How to play well with others: Bring back the version targeting, Microsoft!

In anticipation of tonight's NY Web Standards meetup, I present this trenchant criticism from Joel Spolsky on Microsoft's decision to not make IE8 behave like IE7 by default:

The idealists rejoiced. Hundreds of them descended on the IE blog to actually say nice things about Microsoft for the first times in their lives.

I looked at my watch.

Tick, tick, tick.

Within a matter of seconds, you started to see people on the forums showing up like this one:

I have downloaded IE 8 and with it some bugs.

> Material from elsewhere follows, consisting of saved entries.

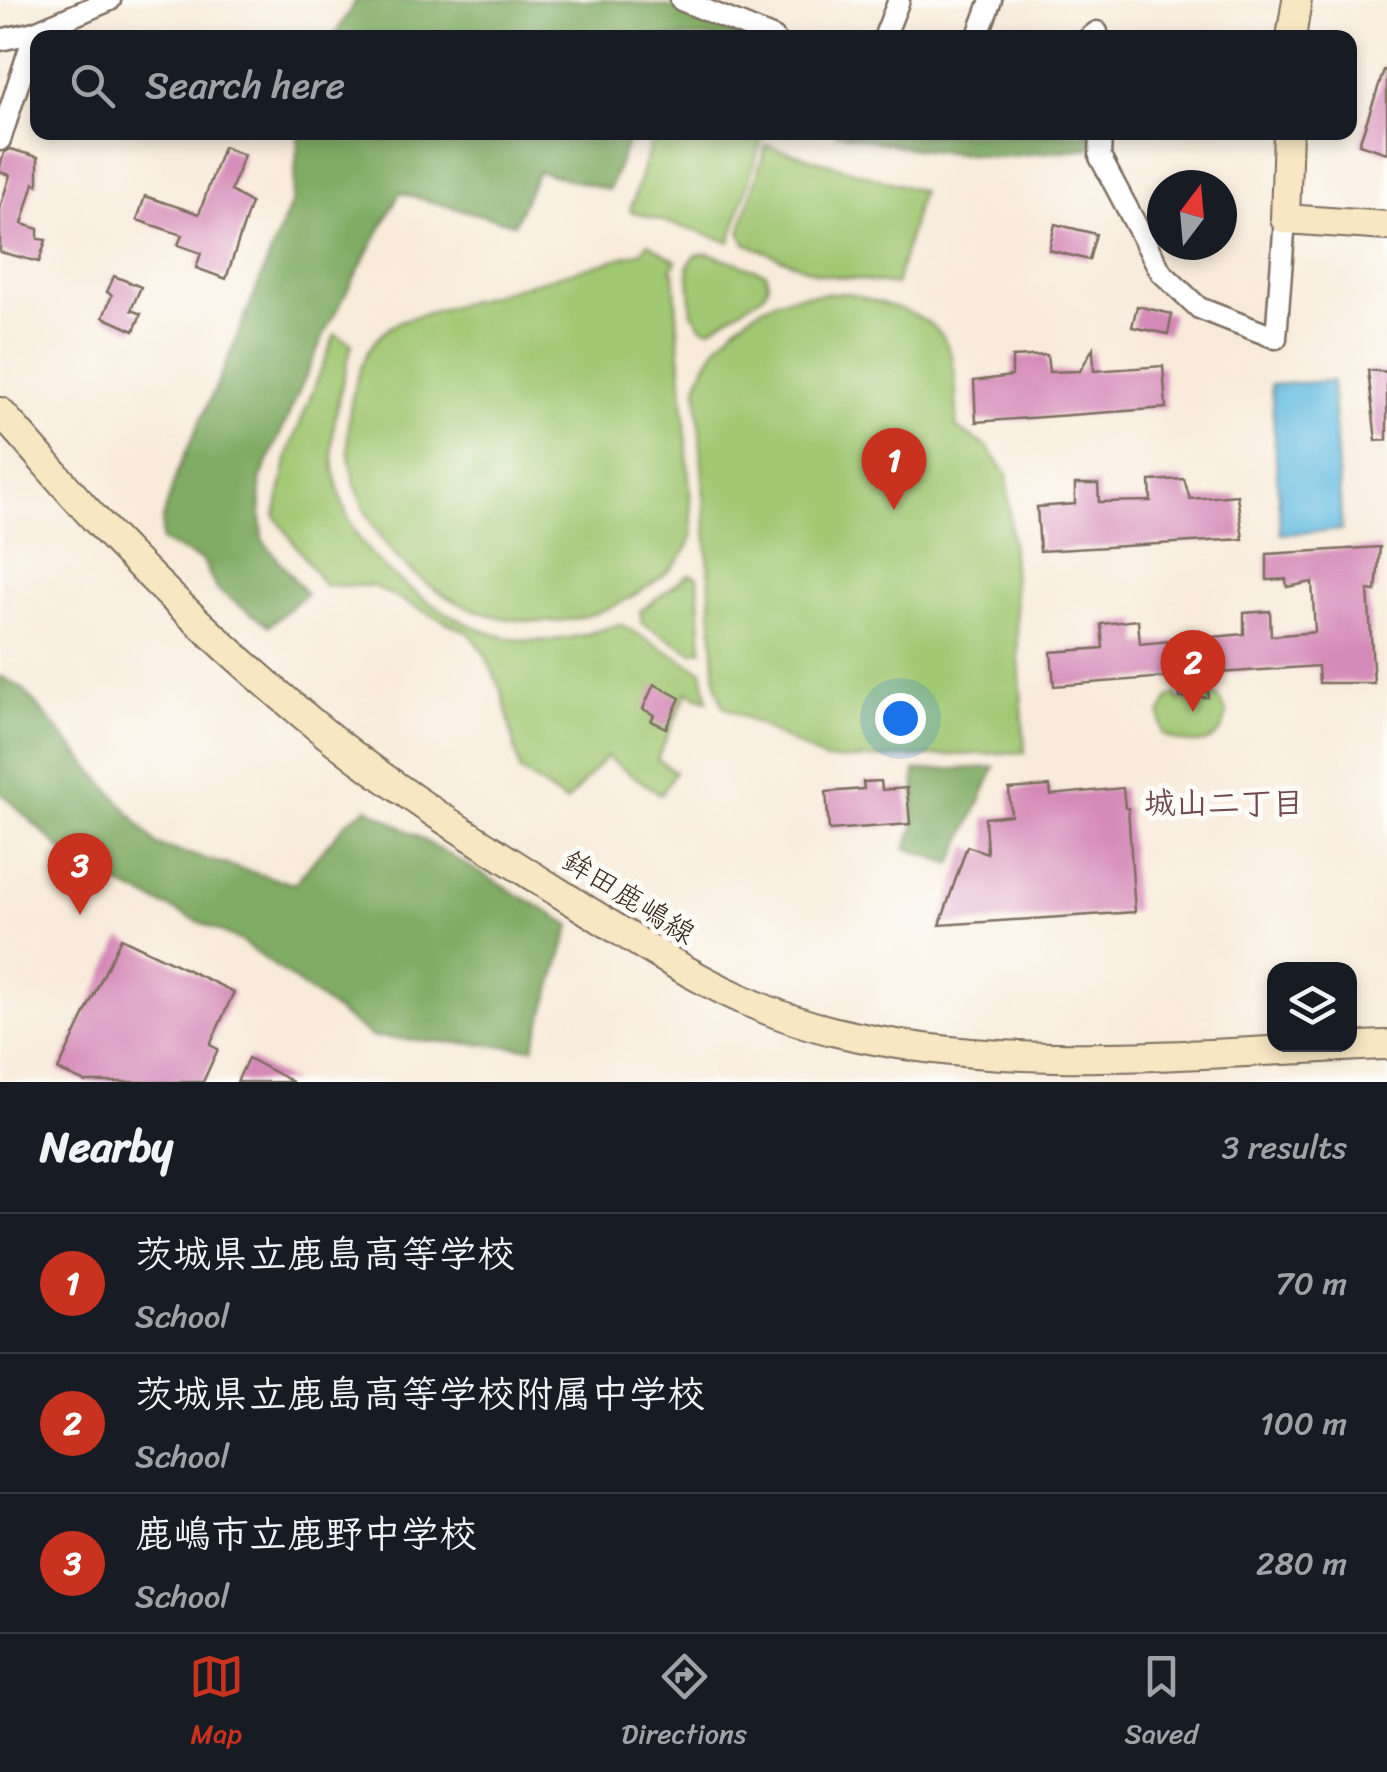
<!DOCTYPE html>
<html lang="en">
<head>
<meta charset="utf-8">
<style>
	body { margin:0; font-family:Sriracha,"Klee One",sans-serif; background:#20242c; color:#f1f3f6 }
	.controls { position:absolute; right:30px; bottom:30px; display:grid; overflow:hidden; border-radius:20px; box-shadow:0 5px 15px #0003 }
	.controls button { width:90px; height:90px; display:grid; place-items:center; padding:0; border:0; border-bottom:2px solid #363941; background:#171b24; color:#f1f3f6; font:50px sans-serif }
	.compass { position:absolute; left:1147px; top:170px; width:90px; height:90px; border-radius:50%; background:#171b24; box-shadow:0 5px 15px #0003; rotate:16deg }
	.you { position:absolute; left:900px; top:718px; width:35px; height:35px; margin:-25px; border:8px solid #fff; border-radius:50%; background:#1a73e8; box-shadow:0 0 0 15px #1a73e833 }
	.badge { display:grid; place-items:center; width:65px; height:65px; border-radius:50%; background:#c8321e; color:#fff; font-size:32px; font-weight:700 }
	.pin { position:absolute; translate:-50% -82px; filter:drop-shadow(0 2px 5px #0008) }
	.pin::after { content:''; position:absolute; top:52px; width:35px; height:30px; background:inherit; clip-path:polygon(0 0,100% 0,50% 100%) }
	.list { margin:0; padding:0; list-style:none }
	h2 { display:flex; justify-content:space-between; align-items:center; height:130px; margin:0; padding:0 40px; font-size:42px }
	h2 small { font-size:32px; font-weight:400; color:#9ea1a6 }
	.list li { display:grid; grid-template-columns:65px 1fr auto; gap:30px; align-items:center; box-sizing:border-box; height:140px; padding:0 40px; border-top:2px solid #363941 }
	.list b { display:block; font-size:38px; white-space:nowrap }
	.list p { margin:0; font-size:32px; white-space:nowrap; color:#9ea1a6 }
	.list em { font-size:32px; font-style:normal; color:#9ea1a6 }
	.icon { flex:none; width:55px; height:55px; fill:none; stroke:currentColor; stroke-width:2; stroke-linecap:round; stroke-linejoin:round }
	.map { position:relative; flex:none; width:1387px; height:1082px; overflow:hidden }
	.search { position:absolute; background:#171b24; box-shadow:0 5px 15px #0003; left:30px; right:30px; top:30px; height:110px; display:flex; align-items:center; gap:25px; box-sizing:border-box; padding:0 35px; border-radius:20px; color:#9ea1a6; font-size:38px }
	.sheet { height:550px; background:#171b24 }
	nav { display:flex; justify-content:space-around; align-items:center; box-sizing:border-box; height:140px; border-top:2px solid #363941; background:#171b24; font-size:28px; color:#9ea1a6 }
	nav a { display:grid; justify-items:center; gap:5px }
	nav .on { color:#c8321e }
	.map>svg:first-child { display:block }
	.green { fill:#a1c873; stroke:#6e7948; stroke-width:2.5 }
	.forest { fill:#80ac65; stroke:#5e6b42; stroke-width:2.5 }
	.water { fill:#62bbe0; stroke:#4e727f; stroke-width:2.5 }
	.building { fill:#d589b8 }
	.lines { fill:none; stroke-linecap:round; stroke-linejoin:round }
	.street-casing { stroke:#7d6e60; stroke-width:25 }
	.secondary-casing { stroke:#7d6e60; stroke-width:32 }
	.street { stroke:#fff; stroke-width:20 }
	.secondary { stroke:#f9e7c3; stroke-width:28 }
	.labels { text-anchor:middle; stroke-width:10; stroke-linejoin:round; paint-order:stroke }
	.street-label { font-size:30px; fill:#3b2a1e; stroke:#fdfcf7 }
	.neighbourhood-label { font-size:32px; font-weight:bold; fill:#714b54; stroke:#fdfcf7 }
</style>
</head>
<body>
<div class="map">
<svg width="1387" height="1082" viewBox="0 0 1387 1082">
	<rect width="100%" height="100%" fill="#fdfcf7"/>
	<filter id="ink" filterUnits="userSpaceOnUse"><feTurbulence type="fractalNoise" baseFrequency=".01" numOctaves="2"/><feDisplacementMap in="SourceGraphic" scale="20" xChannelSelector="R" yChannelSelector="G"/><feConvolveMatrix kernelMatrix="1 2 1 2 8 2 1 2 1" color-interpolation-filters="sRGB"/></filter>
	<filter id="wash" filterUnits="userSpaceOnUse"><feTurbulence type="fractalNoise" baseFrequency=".0048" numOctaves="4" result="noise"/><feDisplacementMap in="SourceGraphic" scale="40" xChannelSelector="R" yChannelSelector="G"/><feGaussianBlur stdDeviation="2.25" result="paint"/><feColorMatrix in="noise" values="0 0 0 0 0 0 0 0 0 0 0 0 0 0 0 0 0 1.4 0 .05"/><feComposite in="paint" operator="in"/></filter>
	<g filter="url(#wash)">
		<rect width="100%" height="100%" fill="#f8ebda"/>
		<g class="green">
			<polygon points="755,133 763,135 730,242 630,211 654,133"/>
			<polygon points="766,145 921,191 896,285 819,274 745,243 740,232"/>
			<path d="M 648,243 L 676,261 L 671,270 L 674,272 L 693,534 C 683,566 658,580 631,597 C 494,678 316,548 353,394 C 361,361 369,338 400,321 L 641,252 Z"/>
			<polygon points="708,253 766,273 768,285 764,294 710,329 702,327 692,313 688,265 696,255"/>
			<path d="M 847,293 C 942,320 959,323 956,427 L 988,448 L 1007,474 L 1025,752 L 826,760 L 723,706 L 716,684 L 697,387 C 708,349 739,316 776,301 C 797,293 825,294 847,293 Z"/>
			<path d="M 335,334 L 352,344 C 344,377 330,423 333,457 C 334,479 343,510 354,530 C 378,576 464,632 515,639 C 551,645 586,635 620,624 L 702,671 L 708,701 L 687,692 L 657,759 L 675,772 L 661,795 L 606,757 L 566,802 L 520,771 L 503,695 L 486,656 L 469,633 L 372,586 L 324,585 L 275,516 L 289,452 Z"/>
			<polygon points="689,574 698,577 702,650 692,652 642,623 640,611"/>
			<path d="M 1211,693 L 1220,699 L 1227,714 C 1225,720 1224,726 1221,731 C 1208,749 1178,744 1163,734 L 1160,715 L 1170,696 L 1176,694 L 1178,701 L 1210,698 Z"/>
		</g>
		<g class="forest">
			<polygon points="356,0 610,0 686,9 763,38 333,38"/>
			<polygon points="299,133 631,133 609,190 538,171 514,224 400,193 326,330 260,480 262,539 306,594 269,626 216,589 203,561 161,541 163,519 177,472 224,369 292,201"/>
			<polygon points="835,133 1092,133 1090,148 998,157 909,148"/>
			<polygon points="0,676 22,688 157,845 294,884 348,820 368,808 571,925 533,1048 372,1037 239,940 79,866 0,792"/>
			<polygon points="995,767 952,864 906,848 914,828 915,771"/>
		</g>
		<polygon class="water" points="1332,381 1342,530 1281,534 1271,385"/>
		<g id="blocks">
			<g class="building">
				<polygon points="1384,70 1387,71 1387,153 1359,144"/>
				<polygon points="223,147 244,155 231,191 251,203 226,279 196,268 201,253 178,245 182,235 137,220 145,196 199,214"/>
				<polygon points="10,149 38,157 38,185 34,183 22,224 38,229 38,239 46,240 39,262 0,252 0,208 10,175 0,172 0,167 4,153"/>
				<polygon points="1055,224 1096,234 1089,260 1049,250"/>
				<polygon points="114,276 141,287 131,310 141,314 134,331 103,317 112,295 107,292"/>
				<polygon points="1137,306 1172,314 1168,334 1132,327"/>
				<polygon points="1093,348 1094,371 1163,366 1166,408 976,422 974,381 1012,376 1012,357 1047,355 1049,372 1080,371"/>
				<polygon points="1368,370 1387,372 1387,440 1376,441"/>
				<polygon points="1184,479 1190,499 1237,495 1243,539 1040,551 1037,507 1075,504 1075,484 1098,484 1099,502 1151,501 1150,481"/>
				<polygon points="1380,547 1376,591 1368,590 1374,683 1319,683 1318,666 1206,674 1208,697 1180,698 1178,676 1054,686 1051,652 1103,648 1101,624 1138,620 1140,644 1244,634 1244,613 1270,611 1271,636 1315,632 1312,582 1287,587 1286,579 1267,580 1267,554"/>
				<polygon points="654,684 680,698 666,728 651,721 654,715 643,709"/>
				<polygon points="881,781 882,790 907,788 910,824 829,830 826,792 864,789 863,782"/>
				<polygon points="1050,786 1051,795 1123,788 1125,808 1128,808 1135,912 940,925 967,846 987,853 985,818 1011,815 1009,789"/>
				<polygon points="121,938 234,992 210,1045 218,1049 203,1082 85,1082 58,1070"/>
				<polygon points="248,1058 293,1082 237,1082"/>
			</g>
		</g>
	</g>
	<g filter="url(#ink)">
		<use href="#blocks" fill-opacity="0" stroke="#7d6e60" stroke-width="2.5"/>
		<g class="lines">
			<g class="street-casing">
				<g id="street">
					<polyline points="681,0 774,38"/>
					<polyline points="884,38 899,0"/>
					<polyline points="977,38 991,0"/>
					<polyline points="1089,38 1097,32 1098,38"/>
					<polyline points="0,40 35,32 110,0"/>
					<polyline points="1101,132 1100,157 1161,272 1199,308 1276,338 1285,219"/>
					<polyline points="0,140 35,32"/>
				</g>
			</g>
			<g class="secondary-casing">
				<g id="secondary">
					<polyline points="1291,38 1297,0"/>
					<polyline points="1288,132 1285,219 1387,226"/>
					<path d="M 0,412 C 33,447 63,485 96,520 C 164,593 238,661 314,724 C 395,791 485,846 574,902 C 655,953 737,1008 832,1031 C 1012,1075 1204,1052 1387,1045"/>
				</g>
			</g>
			<use href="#street" class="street"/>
			<use href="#secondary" class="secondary"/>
		</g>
	</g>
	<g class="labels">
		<g class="street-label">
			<text transform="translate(629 897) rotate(32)" y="10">鉾田鹿嶋線</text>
		</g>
		<g class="neighbourhood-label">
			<text x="1224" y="814">城山二丁目</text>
		</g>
	</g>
</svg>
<div class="controls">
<button><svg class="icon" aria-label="layers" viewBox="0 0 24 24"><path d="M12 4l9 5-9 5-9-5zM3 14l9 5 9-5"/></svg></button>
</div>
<svg class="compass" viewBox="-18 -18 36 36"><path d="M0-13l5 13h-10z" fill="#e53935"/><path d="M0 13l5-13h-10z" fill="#9ea1a6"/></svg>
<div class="you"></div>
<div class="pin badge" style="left:894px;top:510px">1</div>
<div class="pin badge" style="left:1193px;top:712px">2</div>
<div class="pin badge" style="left:80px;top:915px">3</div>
<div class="search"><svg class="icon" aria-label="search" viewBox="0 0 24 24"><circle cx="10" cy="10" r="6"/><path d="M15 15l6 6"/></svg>Search here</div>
</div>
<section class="sheet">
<h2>Nearby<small>3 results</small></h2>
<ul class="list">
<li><span class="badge">1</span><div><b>茨城県立鹿島高等学校</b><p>School</p></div><em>70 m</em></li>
<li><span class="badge">2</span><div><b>茨城県立鹿島高等学校附属中学校</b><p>School</p></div><em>100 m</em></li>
<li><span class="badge">3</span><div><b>鹿嶋市立鹿野中学校</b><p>School</p></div><em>280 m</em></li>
</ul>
</section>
<nav>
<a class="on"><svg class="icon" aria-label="map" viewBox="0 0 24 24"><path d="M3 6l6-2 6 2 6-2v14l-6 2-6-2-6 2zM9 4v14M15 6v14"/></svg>Map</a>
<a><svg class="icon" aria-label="directions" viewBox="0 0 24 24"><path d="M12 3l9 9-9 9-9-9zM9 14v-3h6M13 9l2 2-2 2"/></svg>Directions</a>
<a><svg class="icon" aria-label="saved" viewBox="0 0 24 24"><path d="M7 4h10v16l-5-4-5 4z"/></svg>Saved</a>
</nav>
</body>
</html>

Some of my websites like "HP" are very difficult to read as the whole page is very very small… The speed of my Internet has also been reduced on some occasions. Whe [sic] I use Google Maps, there are overlays everywhere, enough so it makes it ackward [sic] to use!

Mmhmm. All you smug idealists are laughing at this newbie/idjit. The consumer is not an idiot. She's your wife. So stop laughing. 98% of the world will install IE8 and say, "It has bugs and I can't see my sites." They don't give a flicking flick about your stupid religious enthusiasm for making web browsers which conform to some mythical, platonic "standard" that is not actually implemented anywhere. They don't want to hear your stories about messy hacks. They want web browsers that work with actual web sites.

From "Martian Headsets" on Joel on Software by Joel Spolsky, my favorite new blog on software development and the internet. So far, I find everything on here very well-written, reasoned, and developed into coherent essays (long is good!)